DATE OF DECISION: 19941220 (20 December 1994)


TRIBUNAL: Tribunal Cantonal Valais [Canton Appellate Court]

JUDGE(S): Unavailable


CASE NAME: Marmipedretti Graniti S.r.l. v. Nichini S.A. Pierres naturelles et artificielles

CASE HISTORY: Unavailable

SELLER'S COUNTRY: Italy (plaintiff)

BUYER'S COUNTRY: Switzerland (defendant)

GOODS INVOLVED: Blocks of stone

Case abstract

SWITZERLAND: Tribunal cantonal du Valais 20 December 1994

Case law on UNCITRAL texts (CLOUT) abstract no. 197

Reproduced with permission from UNCITRAL

The plaintiff, an Italian seller of natural and artificial stones, sued the defendant, a Swiss buyer, for the purchase price. The [buyer] neither contested delivery of the goods nor claimed lack of conformity of the goods.
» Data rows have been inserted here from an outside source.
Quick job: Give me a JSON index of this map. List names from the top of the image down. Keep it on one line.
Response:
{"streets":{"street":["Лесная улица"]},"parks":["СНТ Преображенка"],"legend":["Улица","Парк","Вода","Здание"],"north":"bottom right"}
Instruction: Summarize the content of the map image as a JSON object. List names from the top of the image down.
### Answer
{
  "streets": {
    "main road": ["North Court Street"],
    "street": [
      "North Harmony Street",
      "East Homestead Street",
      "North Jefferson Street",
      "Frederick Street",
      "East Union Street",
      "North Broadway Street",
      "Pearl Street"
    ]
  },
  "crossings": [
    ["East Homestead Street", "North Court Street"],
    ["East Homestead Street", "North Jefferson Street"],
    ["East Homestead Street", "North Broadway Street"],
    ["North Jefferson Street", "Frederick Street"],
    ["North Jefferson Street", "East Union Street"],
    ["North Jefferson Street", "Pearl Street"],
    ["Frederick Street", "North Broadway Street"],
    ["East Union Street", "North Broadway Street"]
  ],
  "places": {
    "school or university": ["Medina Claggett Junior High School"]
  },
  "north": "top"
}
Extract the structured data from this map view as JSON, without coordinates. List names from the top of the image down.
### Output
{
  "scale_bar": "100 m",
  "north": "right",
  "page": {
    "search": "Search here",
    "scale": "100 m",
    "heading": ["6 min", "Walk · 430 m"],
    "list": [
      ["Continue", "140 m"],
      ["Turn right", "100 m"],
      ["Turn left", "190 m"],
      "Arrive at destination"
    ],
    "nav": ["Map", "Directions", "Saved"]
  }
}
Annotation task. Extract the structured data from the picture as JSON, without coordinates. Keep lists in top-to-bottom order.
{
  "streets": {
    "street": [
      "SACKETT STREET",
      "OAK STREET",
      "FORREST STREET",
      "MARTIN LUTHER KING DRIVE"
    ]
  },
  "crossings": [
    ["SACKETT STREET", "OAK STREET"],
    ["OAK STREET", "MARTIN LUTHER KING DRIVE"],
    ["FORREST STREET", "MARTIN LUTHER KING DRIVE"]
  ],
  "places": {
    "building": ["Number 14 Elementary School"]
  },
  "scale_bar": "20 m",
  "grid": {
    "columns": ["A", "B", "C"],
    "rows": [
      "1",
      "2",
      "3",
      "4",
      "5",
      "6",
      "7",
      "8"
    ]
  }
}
The court found the CISG applicable (article 100 CISG). The court held that the [buyer] had to pay the purchase price on the date fixed or determined by the contract (article 59 CISG). In this connection, the court stated that article 58 CISG presupposed that payment was to be effected when the seller placed the goods at the buyer's disposal.

As regards the interest requested by the [seller] (article 78 CISG), the court held that the interest rate was to be determined pursuant to the law applicable under the choice-of-law rules of the forum (article 7(2) CISG). In accordance with Italian law, the [seller] was awarded interest in the amount requested.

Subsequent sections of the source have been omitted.